The state government understandably did not taking the matter lightly, considering that in the past too, such threats had resulted in the heinous murders of several impoverished economic migrants from outside the state, mostly from the poverty stricken regions of Bihar, Orissa and Bangladesh. Since these migrants are spread out thinly all over the state, they are extremely vulnerable to attacks by the armed men targeting them, and there would virtually be no foolproof means for the police to protect them.

For one thing, the migrants are mostly daily wage earners and unless desperate, they would not agree to be herded into police protected camps, setting up of which has become the normal recourse of the government in such circumstances, for then they would lose their livelihoods. But since the threat is there, the government would have no other way of reacting than to step up its area security covers in vulnerable zones, and this measure, the government has already ordered.
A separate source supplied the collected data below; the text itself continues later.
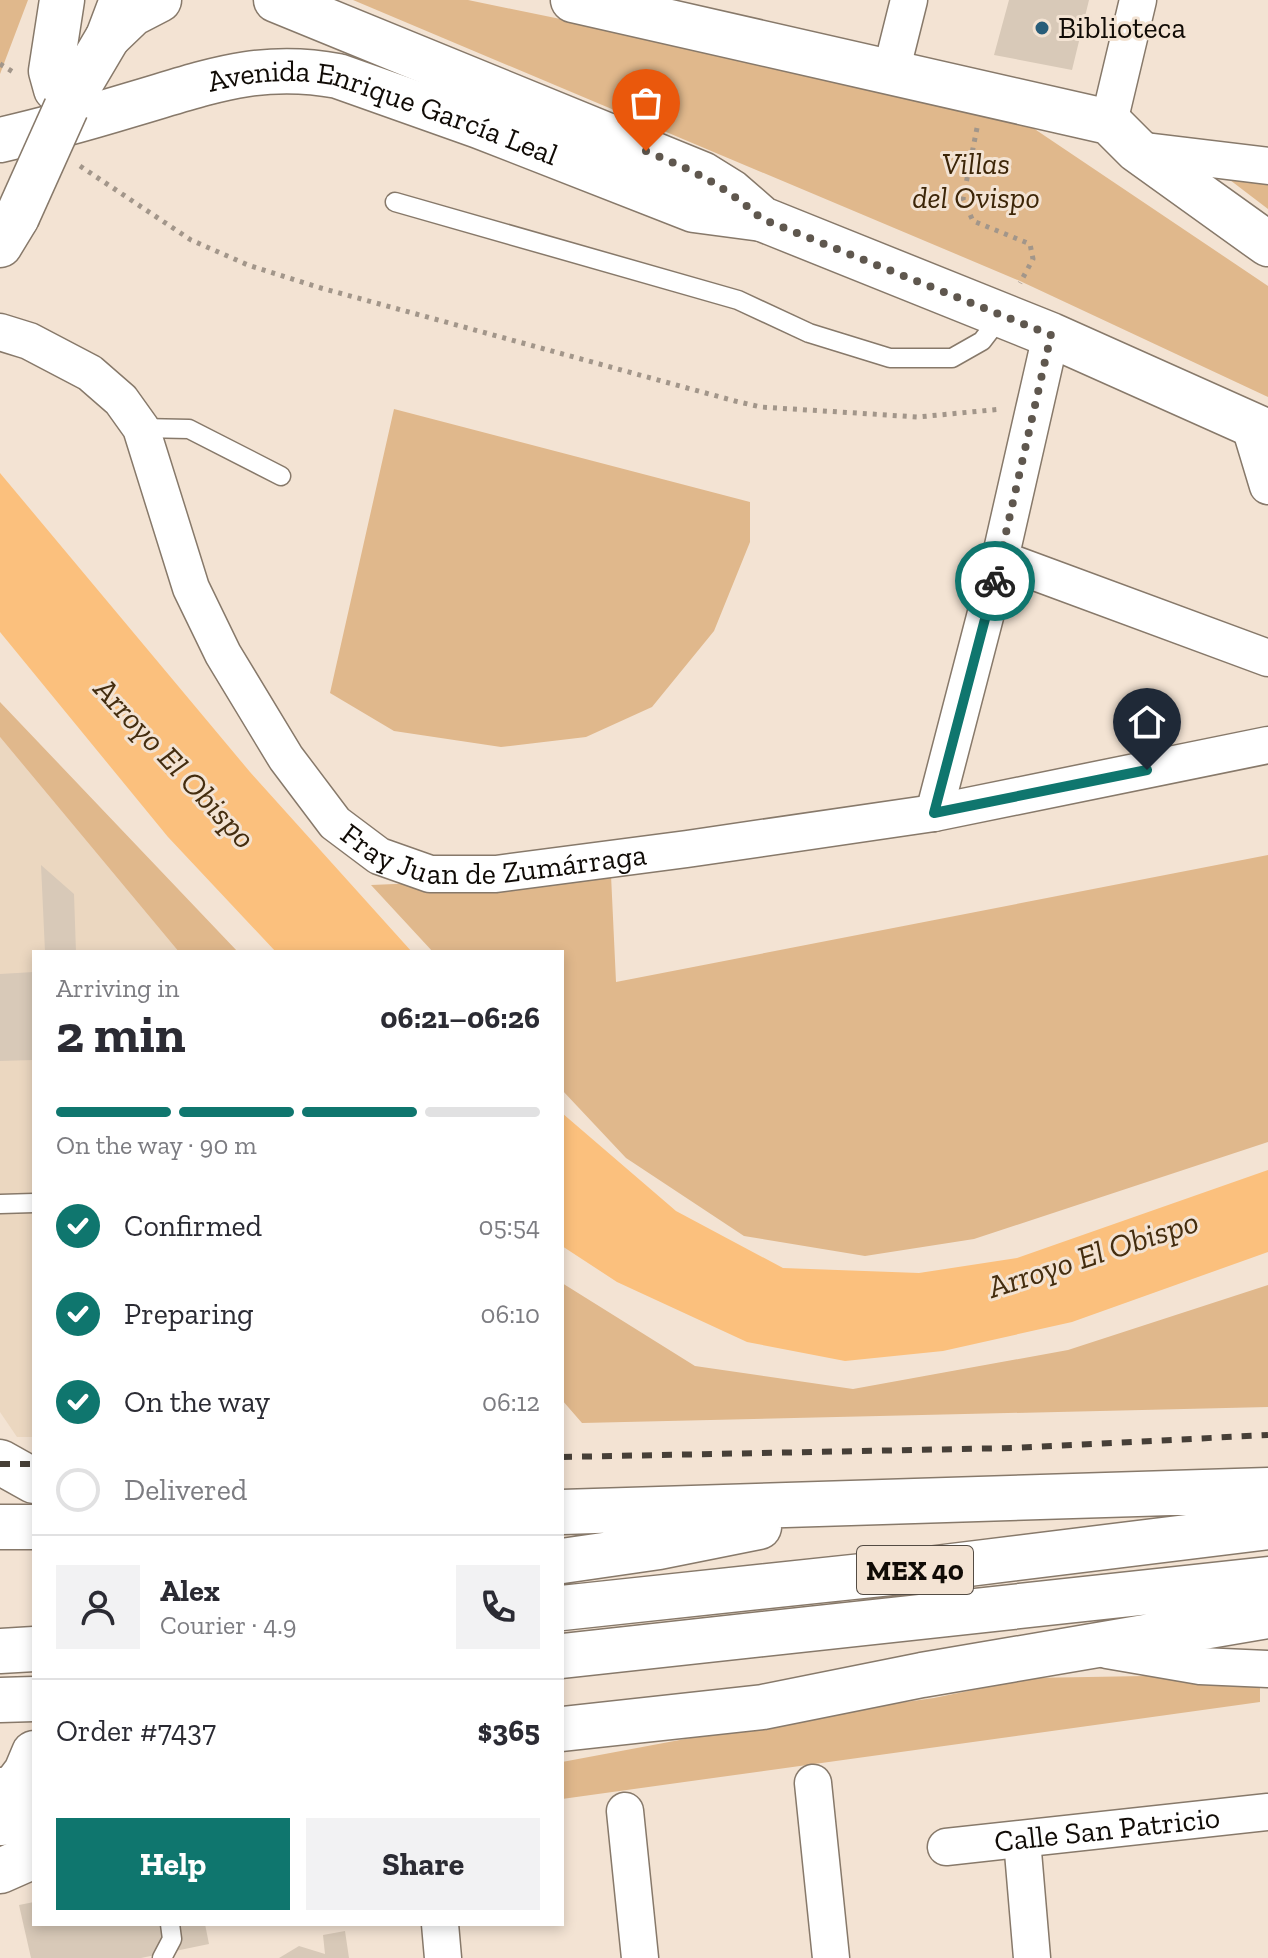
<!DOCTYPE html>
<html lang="en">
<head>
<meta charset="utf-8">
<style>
  :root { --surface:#fff; --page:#f2f2f3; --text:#2b2b33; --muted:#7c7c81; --line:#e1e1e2; --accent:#0f766e }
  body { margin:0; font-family:"Zilla Slab",serif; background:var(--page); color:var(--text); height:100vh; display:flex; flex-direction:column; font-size:30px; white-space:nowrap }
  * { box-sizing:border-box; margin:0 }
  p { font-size:26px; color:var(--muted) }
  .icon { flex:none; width:44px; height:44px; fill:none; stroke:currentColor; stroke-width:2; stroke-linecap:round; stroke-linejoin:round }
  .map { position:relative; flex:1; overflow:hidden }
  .panel { position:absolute; left:32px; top:950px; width:532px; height:976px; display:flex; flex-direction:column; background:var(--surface); border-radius:0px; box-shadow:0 4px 12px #0003 }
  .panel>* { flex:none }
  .pin { position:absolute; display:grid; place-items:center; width:68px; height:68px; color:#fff; margin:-82px -34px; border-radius:50% 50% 50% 0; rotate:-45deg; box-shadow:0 0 8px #0007 }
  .pin .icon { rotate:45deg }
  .courier { position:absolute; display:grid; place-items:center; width:80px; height:80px; margin:-40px; border:6px solid #0f766e; border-radius:50%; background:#fff; color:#222; box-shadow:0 2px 10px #0007 }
  .overview em { font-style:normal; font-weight:700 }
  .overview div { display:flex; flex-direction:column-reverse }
  .overview { display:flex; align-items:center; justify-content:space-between; height:136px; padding:0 24px }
  h1 { font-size:52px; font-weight:700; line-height:60px }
  .bar { display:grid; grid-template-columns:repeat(4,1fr); gap:12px 8px; align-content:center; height:96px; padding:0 24px }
  .bar i { height:10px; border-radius:6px; background:var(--line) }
  .bar .on { background:var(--accent) }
  .bar p { grid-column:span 4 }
  .line { display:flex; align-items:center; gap:20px; padding:0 24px; border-top:2px solid var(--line) }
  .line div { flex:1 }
  .round { display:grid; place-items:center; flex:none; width:84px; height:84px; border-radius:0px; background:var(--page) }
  ol { padding:0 24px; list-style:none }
  li { display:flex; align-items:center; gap:24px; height:88px }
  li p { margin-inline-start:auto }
  li .icon { padding:8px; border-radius:50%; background:var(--accent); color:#fff; stroke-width:4 }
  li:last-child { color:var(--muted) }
  li i { width:44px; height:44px; border:4px solid var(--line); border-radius:50% }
  .cta { display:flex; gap:16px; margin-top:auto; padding:16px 24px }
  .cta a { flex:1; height:92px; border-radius:0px; background:var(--accent); color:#fff; font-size:32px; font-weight:700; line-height:92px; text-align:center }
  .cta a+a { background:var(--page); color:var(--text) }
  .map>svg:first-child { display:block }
  .built { fill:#ebd7c0 }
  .green { fill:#e0b88c }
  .water { fill:#fbc07d }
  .building { fill:#d8c9b8 }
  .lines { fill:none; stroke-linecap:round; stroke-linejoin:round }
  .service-casing { stroke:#87796a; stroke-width:21 }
  .minor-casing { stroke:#87796a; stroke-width:39 }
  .tertiary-casing { stroke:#87796a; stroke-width:47 }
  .primary-casing { stroke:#87796a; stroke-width:47 }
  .path { stroke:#a2968a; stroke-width:5; stroke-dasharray:4 6; stroke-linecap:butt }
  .service { stroke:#fff; stroke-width:18 }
  .minor { stroke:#fff; stroke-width:36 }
  .tertiary { stroke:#fff; stroke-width:44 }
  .primary { stroke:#fff; stroke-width:44 }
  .rail { stroke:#463f37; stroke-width:6; stroke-dasharray:10 10; stroke-linecap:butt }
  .tertiary-bridge-casing { stroke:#87796a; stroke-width:47; stroke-linecap:butt }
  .tertiary-bridge { stroke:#fff; stroke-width:44 }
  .done { stroke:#5f574e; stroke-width:8; stroke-dasharray:0 14.4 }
  .route { stroke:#0f766e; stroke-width:10 }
  .poi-dot { fill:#285d79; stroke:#f3e3d3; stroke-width:3 }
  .labels { text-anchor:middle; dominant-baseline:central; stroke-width:6; stroke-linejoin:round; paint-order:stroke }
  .shield { fill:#f3e3d3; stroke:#544c44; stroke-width:2 }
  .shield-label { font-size:28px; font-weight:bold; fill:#100b06 }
  .poi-label { font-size:30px; fill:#100b06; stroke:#f3e3d3; text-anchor:start }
  .street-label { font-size:30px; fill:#100b06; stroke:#f3e3d3 }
  .park-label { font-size:30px; font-style:italic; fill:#3c2507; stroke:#f3e3d3 }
  .water-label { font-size:32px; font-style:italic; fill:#442d0f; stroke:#f3e3d3 }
</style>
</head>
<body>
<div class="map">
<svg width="1268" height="1958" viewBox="0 0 1268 1958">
  <rect width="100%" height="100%" fill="#f3e3d3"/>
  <path class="built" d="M0 737 179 952H34V1437H17L0 1412Z"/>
  <path class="green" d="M0 0H28L0 74Z
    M353 0H468L1008 111 1268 286V397L1020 281Z
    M1209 164 1268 176V209Z
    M394 409 750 502V542L714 631 652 707 586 737 501 747 394 731 330 693Z
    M0 702 238 952H179L0 737Z
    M1268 855V1142L974 1239 865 1256 744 1236 626 1158 562 1090V952H433L371 885 611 875 616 982Z
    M562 1283 695 1366 853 1389 1068 1350 1268 1285V1407L582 1423 562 1400Z
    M1260 1674V1702L562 1799V1762L813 1715 934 1698 1031 1678Z"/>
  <path class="water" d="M0 473 250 772 412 952H276L168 837 0 632Z
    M562 1113 676 1211 783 1268 919 1273 1017 1258 1268 1170V1252L1072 1322 943 1351 845 1361 747 1342 617 1282 562 1246Z"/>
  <path class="building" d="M1009 0H1089L1072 70 994 55Z
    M41 865 74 894 76 952H45Z
    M34 972V1060L0 1061V974Z
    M34 1902V1924H205L209 1944 141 1958H31L19 1905Z
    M345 1931 349 1958H279L299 1946 325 1954 323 1935Z"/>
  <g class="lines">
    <g class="service-casing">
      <path id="service" d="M395 202 738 300 809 333 890 358H952L982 341 1002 315
        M141 428 189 429 281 476
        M0 1204 34 1203
        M162 1958 172 1939 170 1924"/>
    </g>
    <g class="minor-casing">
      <g id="minor">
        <path d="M891 72 909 0"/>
        <path d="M1109 122 1138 0"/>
        <path d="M1137 150 1268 166"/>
        <path id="s1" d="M0 332 29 341 90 373 121 400 141 428 191 588 223 654 286 758 335 823 379 856 430 874H496L687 849 934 813 1268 745"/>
        <path d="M1249 423 1268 486"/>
        <path d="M1000 559 1268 658"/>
        <path d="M934 813 1000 559 1051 335"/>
        <path d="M1107 1650 1200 1666 1268 1669"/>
        <path d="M813 1783 831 1958"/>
        <path d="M625 1811 640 1958"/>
        <path d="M1022 1840 1032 1958"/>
        <path id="s2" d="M946 1847 1268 1812"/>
        <path d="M440 1924 443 1958"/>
      </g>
    </g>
    <g class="tertiary-casing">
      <g id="tertiary">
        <path d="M62 0 51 71 56 89 70 99"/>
        <path d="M276 0 702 174 731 192 762 219 1051 335 1268 432"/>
        <path d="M573 0 1109 122 1137 150 1268 244"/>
        <path d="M108 37 132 14 159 0"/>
        <path d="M66 108 108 37 122 0"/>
        <path id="s3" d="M0 140C44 130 87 118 130 105 206 83 258 61 338 76L479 126 694 210 762 219"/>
        <path d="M0 245 17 217"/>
        <path d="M0 1462 34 1481"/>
        <path d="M0 1807 26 1772 34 1753"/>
        <path d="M0 1871 34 1856"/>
      </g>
    </g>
    <g class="primary-casing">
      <path id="primary" d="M562 1512 1268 1490
        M0 1527H34
        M562 1561 659 1547 759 1527
        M562 1608 928 1569 1268 1527
        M0 1651 34 1649
        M562 1656 1268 1579
        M0 1700 34 1699
        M562 1729 763 1707 922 1675 1268 1616
        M0 1790 34 1787
        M0 1823 34 1820"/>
    </g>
    <path class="path" d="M0 64 13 72
      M977 128 963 199 973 221 1030 244 1033 259 1020 283
      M80 166 191 240 248 265 321 288 735 401 761 407 918 417 1002 409"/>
    <use href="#service" class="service"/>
    <use href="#minor" class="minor"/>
    <use href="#tertiary" class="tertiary"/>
    <use href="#primary" class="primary"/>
    <path class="rail" d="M562 1457 1013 1448 1268 1435
      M0 1464H34"/>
    <g class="tertiary-bridge-casing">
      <path id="tertiary-bridge" d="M17 217 66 108"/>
    </g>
    <use href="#tertiary-bridge" class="tertiary-bridge"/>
  </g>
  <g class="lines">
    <path class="done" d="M646 151C696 172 721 183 762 219L1051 335 995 581"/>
    <path class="route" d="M995 581 934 813 1147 770"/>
  </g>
  <circle class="poi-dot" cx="1042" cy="28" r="8"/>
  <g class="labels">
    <rect class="shield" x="857" y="1546" width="116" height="48" rx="6"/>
    <g class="shield-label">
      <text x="915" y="1570">MEX 40</text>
    </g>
    <g class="poi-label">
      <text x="1058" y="28">Biblioteca</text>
    </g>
    <g class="street-label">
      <text stroke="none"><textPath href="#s3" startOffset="398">Avenida Enrique García Leal</textPath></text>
      <text stroke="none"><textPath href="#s1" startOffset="788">Fray Juan de Zumárraga</textPath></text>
      <text stroke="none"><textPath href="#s2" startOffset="162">Calle San Patricio</textPath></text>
    </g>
    <g class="park-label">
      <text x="976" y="164">Villas<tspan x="976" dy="34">del Ovispo</tspan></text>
    </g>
    <g class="water-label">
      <text transform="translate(175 763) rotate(47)">Arroyo El Obispo</text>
      <text transform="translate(1093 1254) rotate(-18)">Arroyo El Obispo</text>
    </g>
  </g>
</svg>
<div class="pin" style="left:646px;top:151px;background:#ea580c"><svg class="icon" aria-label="bag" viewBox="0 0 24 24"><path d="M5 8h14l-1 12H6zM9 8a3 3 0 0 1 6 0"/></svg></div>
<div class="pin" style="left:1147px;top:770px;background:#1f2937"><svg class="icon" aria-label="home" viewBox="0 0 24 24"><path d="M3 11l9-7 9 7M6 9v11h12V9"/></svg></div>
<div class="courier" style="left:995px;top:581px"><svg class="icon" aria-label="bike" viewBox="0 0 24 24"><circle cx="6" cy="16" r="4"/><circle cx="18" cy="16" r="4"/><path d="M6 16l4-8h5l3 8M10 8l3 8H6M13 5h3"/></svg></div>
<section class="panel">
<div class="overview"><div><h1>2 min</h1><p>Arriving in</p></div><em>06:21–06:26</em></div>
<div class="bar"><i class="on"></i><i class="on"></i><i class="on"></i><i></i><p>On the way · 90 m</p></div>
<ol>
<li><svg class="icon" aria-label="check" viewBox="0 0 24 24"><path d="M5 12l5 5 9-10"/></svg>Confirmed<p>05:54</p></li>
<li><svg class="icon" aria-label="check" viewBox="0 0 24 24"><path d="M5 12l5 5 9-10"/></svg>Preparing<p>06:10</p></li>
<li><svg class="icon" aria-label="check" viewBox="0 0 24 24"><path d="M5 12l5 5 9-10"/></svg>On the way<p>06:12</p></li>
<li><i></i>Delivered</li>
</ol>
<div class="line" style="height:144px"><a class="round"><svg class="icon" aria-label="person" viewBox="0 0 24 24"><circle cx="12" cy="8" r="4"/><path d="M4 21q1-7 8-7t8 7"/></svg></a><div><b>Alex</b><p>Courier · 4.9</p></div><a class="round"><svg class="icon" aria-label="phone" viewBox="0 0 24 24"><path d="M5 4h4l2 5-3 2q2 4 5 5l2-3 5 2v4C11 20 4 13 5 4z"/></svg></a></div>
<div class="line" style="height:104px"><div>Order #7437</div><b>$365</b></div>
<div class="cta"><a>Help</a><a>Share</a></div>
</section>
</div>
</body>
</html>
While we hope none of the savage tragedies of the recent past see a repeat, it is pertinent nonetheless to examine the issue from different lenses too. There is no gainsaying that the current waves of xenophobia are shared by a sizeable section of the society. This is not always on account of the usual explanation of the danger of ethnic marginalisation of indigenous communities, but also for certain very peculiar economic reasons.

The fact that the ones to most resent the presence of the migrants are local poor and not so much the rich should provide a clue. The rich sections would for many reason welcome the migrants for they provide cheap labour alternatives. The poorer sections, marked among others by exclusion from the white collar job market, on the other hand would see the migrants as usurpers of their opportunities. Desperate as migrants generally are, they also always end up dragging wages down, for they would be willing work for half or more of the local wage rates in order to be able to work. Outwardly, the expression of this resentment is not generally articulated in economic terms, but would be on the other hand translated into the much more easily understood plebeian language of ethnic hatred and xenophobia, with obscure street politicians catalysing and fanning this hatred for their own ends.

While the murderous flare ups are unfortunate and deserve nothing less than the severest condemnation, it must be recalled the phenomenon is not peculiar to Manipur alone. It is repeated in all other states where economic migration takes place. Mumbai has seen a liberal dose of this malaise, so has Assam. In many ways, deep down these assaults are not out of simply raw xenophobia. They can also be seen as an extreme and vulgar form of economic reaction.

Such analyses are necessary so that the government would have more clues on how the menace can be tackled on a longer term. The plea is for the government not drop its guards. It is not just about embarrassment before the nation and world, but of the tragedy of senseless loss of human lives. In the short run, it must do everything to prevent these hate crimes.

But it must have a long term strategy too and it is in this that the analysis of the causes of these tensions must become important factors. The labour market theory is one such, but also the deep insecurity of the local communities against being ultimately outnumbered by waves after waves of migration must also be addressed in a sublimated but substantive manner, for indeed this fear is not altogether without reason. The Tripura case is an example, and today so is Assam heading the same direction. It must be remembered demography in a democracy is directly linked to political power, democracy being in more ways than one, a number game. Some effective regulatory mechanisms to allay this fear must be thought of, otherwise, xenophobia and related hate crimes will continue to surface periodically and perhaps may even reach nightmarish proportions as in the case of the infamous Nellie massacre in Assam in the Naogong district 26 years ago on February 18, 1983 on the eve of an Assam Assembly election.